1 December Events

Planets align


1 December 1997, eight planets from our Solar System lined up from West to East beginning with Pluto, followed by Mercury, Mars, Venus, Neptune, Uranus, Jupiter, and Saturn, with a crescent moon alongside, in a rare alignment visible from Earth that lasted until Dec 8. Mercury, Mars, Venus, Jupiter and Saturn are visible to the naked eye, with Venus and Jupiter by far the brightest. A good pair of binoculars is needed to see the small blue dots that are Uranus and Neptune. Pluto is visible only by telescope. The planets also aligned in May 2000, but too close to the sun to be visible from Earth.

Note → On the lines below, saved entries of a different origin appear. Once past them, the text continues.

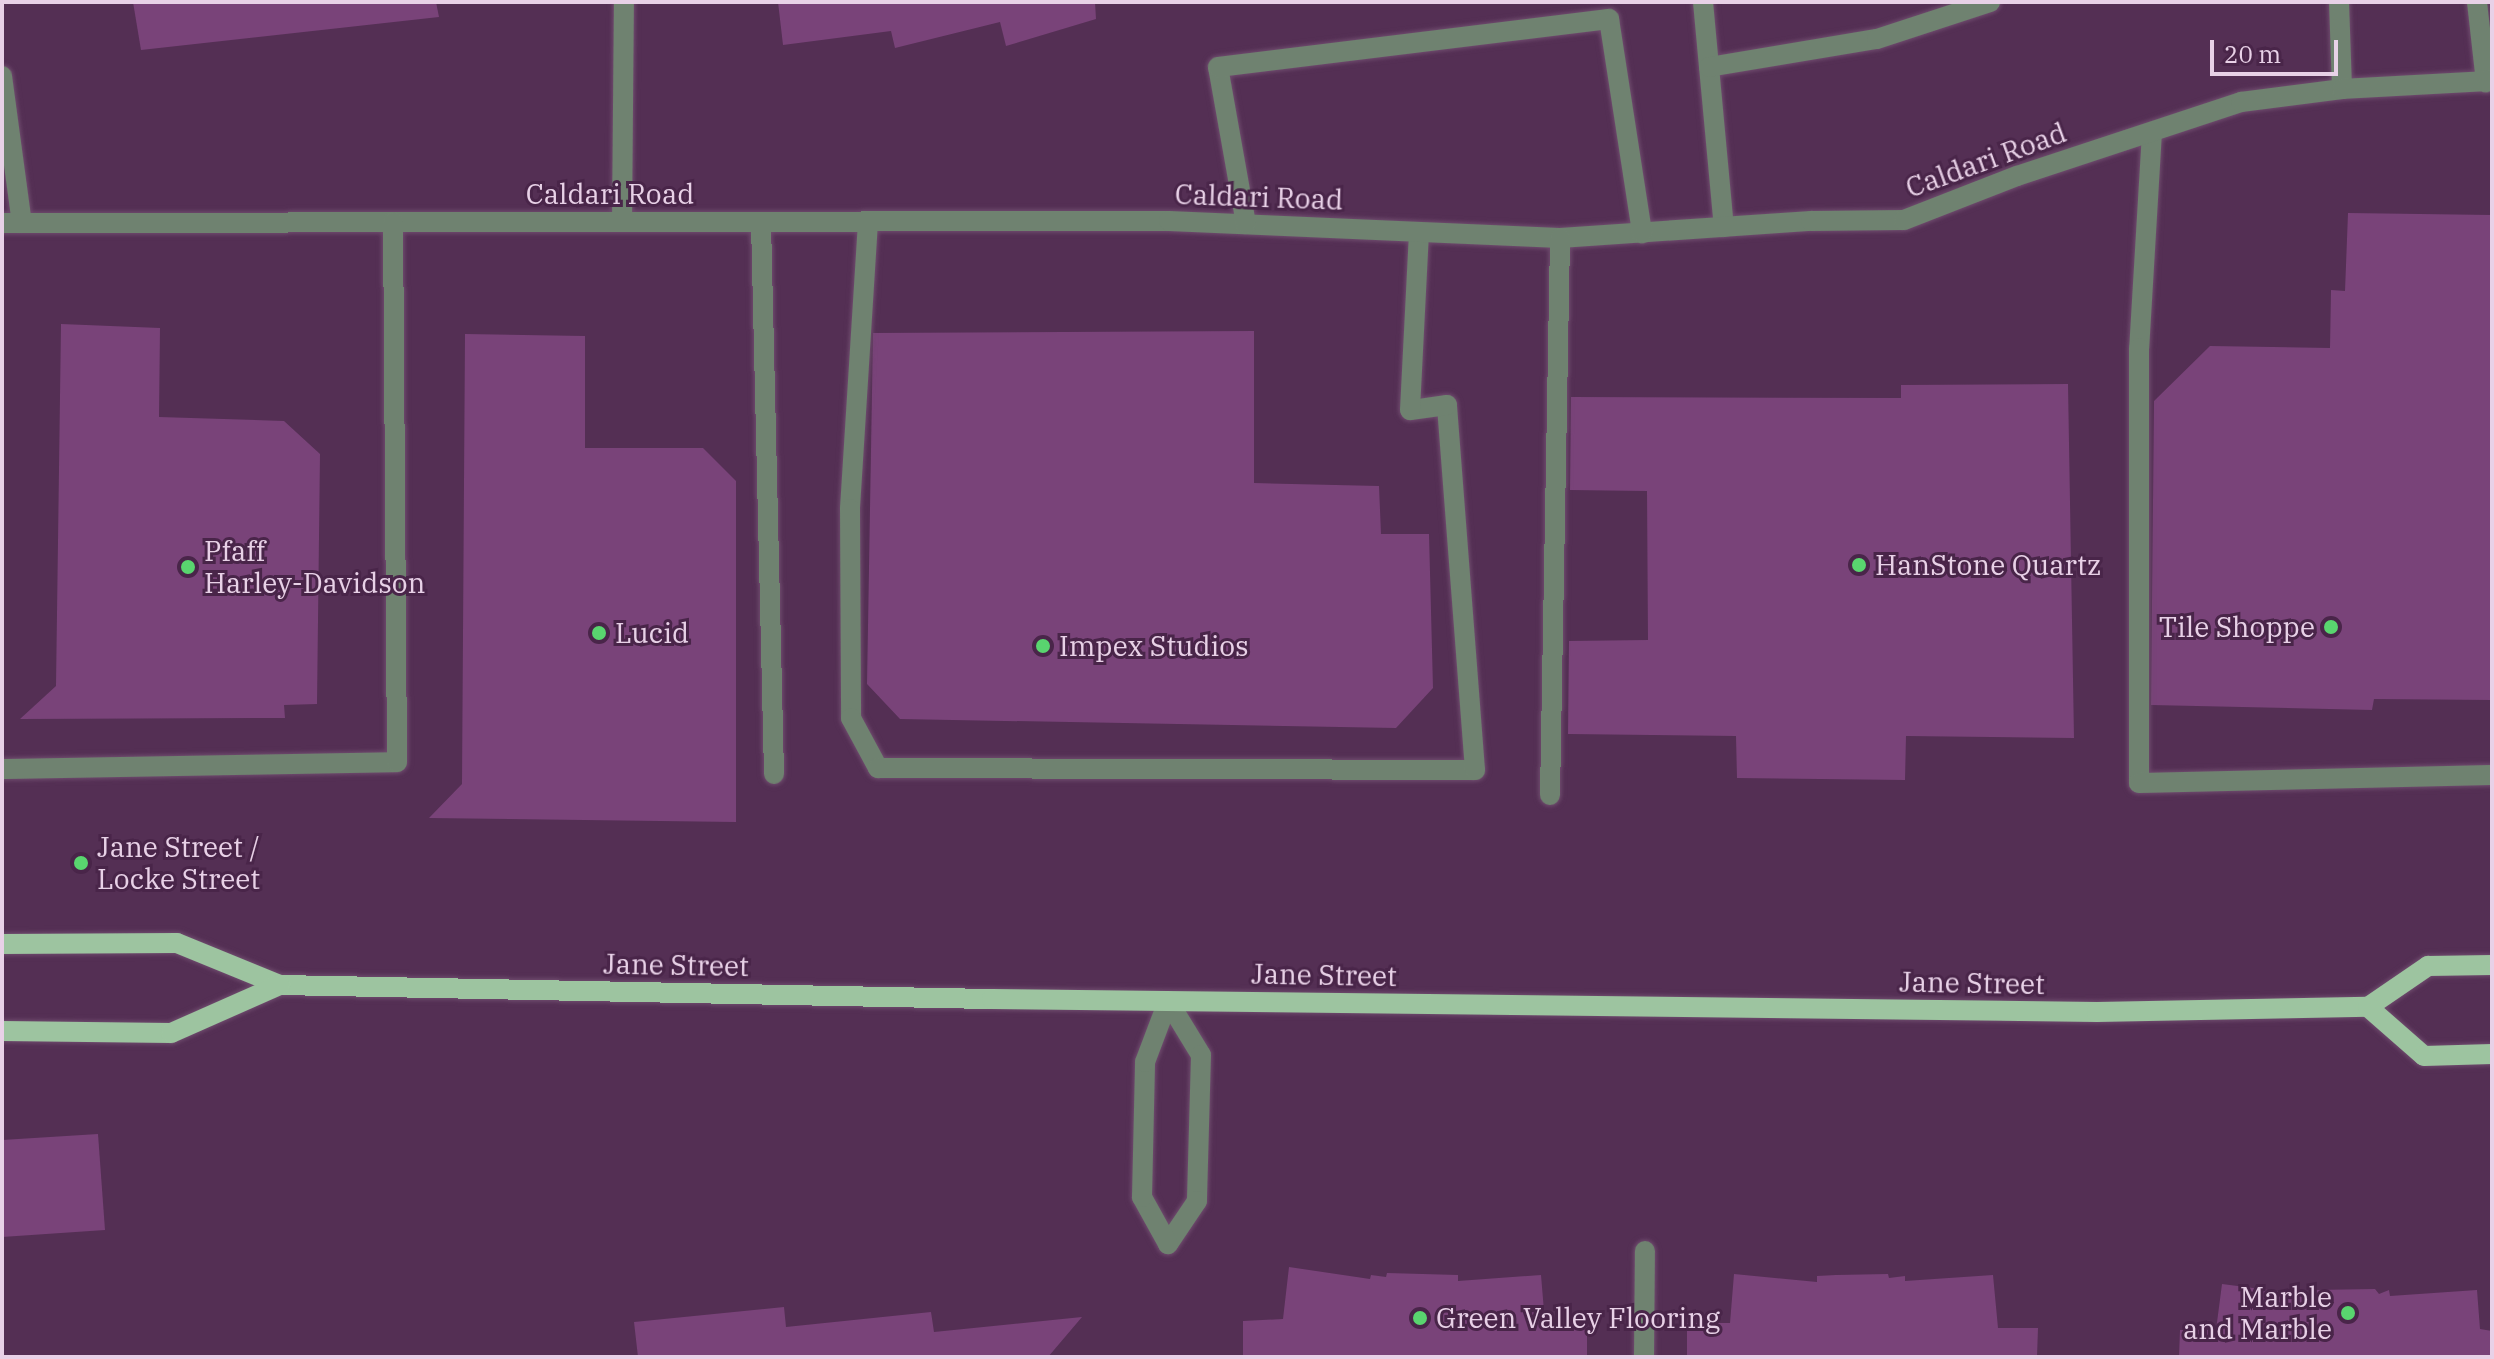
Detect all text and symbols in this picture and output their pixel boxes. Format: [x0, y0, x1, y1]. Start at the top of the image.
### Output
scale bar [2214, 24, 2342, 74]
text: 20 m [2224, 38, 2281, 70]
street label: Caldari Road [1901, 115, 2071, 205]
street label: Caldari Road [526, 177, 694, 211]
street label: Caldari Road [1174, 177, 1344, 217]
place label: Pfaff Harley-Davidson [204, 534, 426, 600]
place label: HanStone Quartz [1875, 548, 2101, 582]
marker: HanStone Quartz [1850, 556, 1868, 574]
marker: Pfaff Harley-Davidson [179, 558, 197, 576]
place label: Tile Shoppe [2159, 610, 2315, 644]
place label: Lucid [615, 616, 689, 650]
marker: Tile Shoppe [2322, 618, 2340, 636]
marker: Lucid [590, 624, 608, 642]
place label: Impex Studios [1059, 629, 1249, 663]
marker: Impex Studios [1034, 637, 1052, 655]
place label: Jane Street / Locke Street [97, 830, 260, 896]
marker: Jane Street / Locke Street [72, 854, 90, 872]
street label: Jane Street [603, 947, 749, 983]
street label: Jane Street [1251, 957, 1397, 993]
street label: Jane Street [1899, 965, 2045, 1001]
place label: Marble and Marble [2183, 1280, 2332, 1346]
place label: Green Valley Flooring [1436, 1301, 1720, 1335]
marker: Marble and Marble [2339, 1304, 2357, 1322]
marker: Green Valley Flooring [1411, 1309, 1429, 1327]

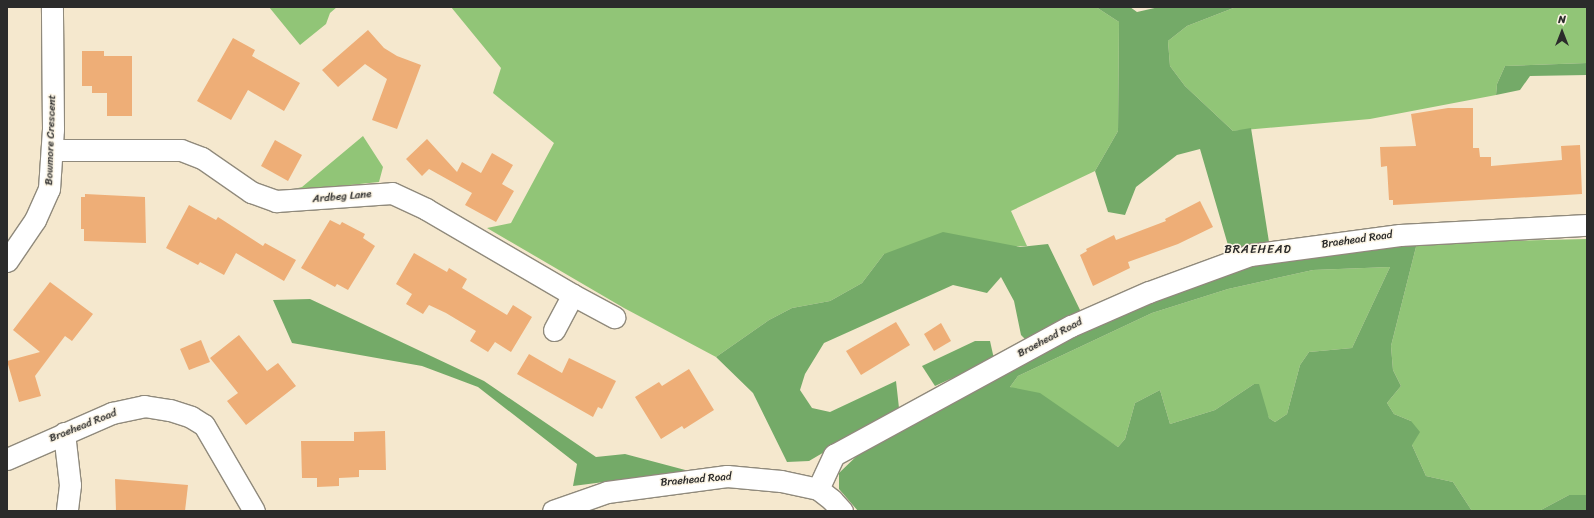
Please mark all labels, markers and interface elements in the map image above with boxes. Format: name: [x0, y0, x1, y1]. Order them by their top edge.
text: N: [1558, 10, 1566, 29]
north arrow: [1542, 12, 1582, 52]
street label: Bowmore Crescent: [43, 94, 59, 186]
street label: Ardbeg Lane: [312, 188, 372, 206]
street label: Braehead Road: [1321, 228, 1393, 252]
district label: BRAEHEAD: [1224, 243, 1292, 257]
street label: Braehead Road: [1015, 315, 1085, 361]
street label: Braehead Road: [47, 406, 119, 446]
street label: Braehead Road: [660, 470, 732, 490]

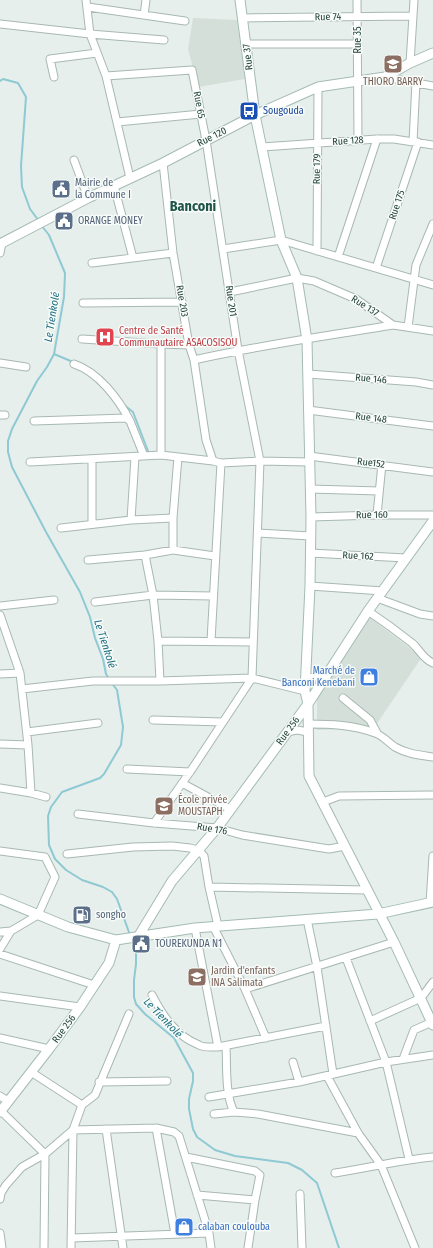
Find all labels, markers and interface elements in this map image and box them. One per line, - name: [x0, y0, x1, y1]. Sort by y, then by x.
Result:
- street label: Rue 74: [315, 11, 342, 23]
- street label: Rue 35: [352, 26, 364, 54]
- street label: Rue 37: [240, 43, 256, 71]
- school or university icon: THIORO BARRY: [382, 53, 404, 75]
- place label: THIORO BARRY: [363, 76, 423, 88]
- street label: Rue 65: [190, 90, 208, 120]
- bus stop icon: Sougouda: [238, 100, 260, 122]
- place label: Sougouda: [263, 105, 304, 117]
- street label: Rue 120: [195, 125, 229, 149]
- street label: Rue 128: [332, 134, 364, 148]
- street label: Rue 179: [311, 153, 323, 184]
- place label: Mairie de la Commune I: [75, 177, 131, 201]
- public building icon: Mairie de la Commune I: [50, 178, 72, 200]
- street label: Rue 175: [387, 188, 408, 221]
- district label: Banconi: [170, 198, 217, 215]
- public building icon: ORANGE MONEY: [53, 210, 75, 232]
- place label: ORANGE MONEY: [78, 215, 143, 227]
- street label: Rue 203: [173, 284, 191, 318]
- street label: Rue 201: [223, 285, 239, 317]
- water label: Le Tienkolé: [42, 291, 62, 343]
- street label: Rue 137: [349, 293, 381, 319]
- place label: Centre de Santé Communautaire ASACOSISOU: [119, 325, 238, 349]
- hospital icon: Centre de Santé Communautaire ASACOSISOU: [94, 326, 116, 348]
- street label: Rue 146: [355, 372, 387, 386]
- street label: Rue 148: [355, 410, 387, 426]
- street label: Rue152: [356, 455, 386, 471]
- street label: Rue 160: [356, 509, 388, 521]
- street label: Rue 162: [342, 549, 374, 563]
- water label: Le Tienkolé: [91, 618, 119, 670]
- place label: Marché de Banconi Kenebani: [282, 665, 355, 689]
- shop icon: Marché de Banconi Kenebani: [358, 666, 380, 688]
- street label: Rue 256: [274, 715, 302, 747]
- place label: École privée MOUSTAPH: [178, 792, 227, 818]
- school or university icon: École privée MOUSTAPH: [153, 795, 175, 817]
- street label: Rue 176: [196, 820, 228, 838]
- fuel station icon: songho: [71, 904, 93, 926]
- place label: songho: [96, 909, 126, 921]
- public building icon: TOUREKUNDA N1: [130, 933, 152, 955]
- place label: TOUREKUNDA N1: [155, 938, 222, 950]
- place label: Jardin d'enfants INA Salimata: [211, 965, 275, 989]
- school or university icon: Jardin d'enfants INA Salimata: [186, 966, 208, 988]
- water label: Le Tienkolé: [141, 995, 185, 1041]
- street label: Rue 256: [50, 1013, 78, 1045]
- shop icon: calaban coulouba: [173, 1216, 195, 1238]
- place label: calaban coulouba: [198, 1221, 270, 1233]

It will be at least another 100 years before so many planets will be so close and so visible.

Earth photograph

1 December 1959, the first colour photograph of the earth from outer space was taken from the nose of a Thor missile launched from Cape Canaveral, Florida. The data capsule containing the camera was recovered 16 Feb 1960 on the beach of Mayaguana Island, Bahama Islands, approximately 1,700 miles from the take-off point.

White house telephone

1 December 1878, the White House, Washington, DC, had its first telephone installed by Alexander Graham Bell himself, during the President Rutherford B. Hayes administration. It is reported that the first outgoing call went to Bell, thirteen miles away. Hayes first words instructed Bell to speak more slowly. President Hayes did not use it very often, however, because there were not many other telephones in Washington.



Hydrogen balloon

1 December 1783, the first manned voyage of a hydrogen balloon left Paris carrying Professor Jacques Alexander Cesar Charles and Marie-Noel Robert to about 600 m and landed 43 km away after 2 hours in the air. Robert then left the balloon, and Charles continued the flight briefly to 2700 m altitude, measured by a barometer. This hydrogen-filled balloon was generally spherical and used a net, load ring, valve, open appendix and sand ballast, all of which were to be universally adopted later. His hydrogen generator mixed huge quantities of sulfuric acid with iron filings. On 27 Aug 1783, Charles had launched an unmanned hydrogen balloon, just before the Montgolfiers' flight.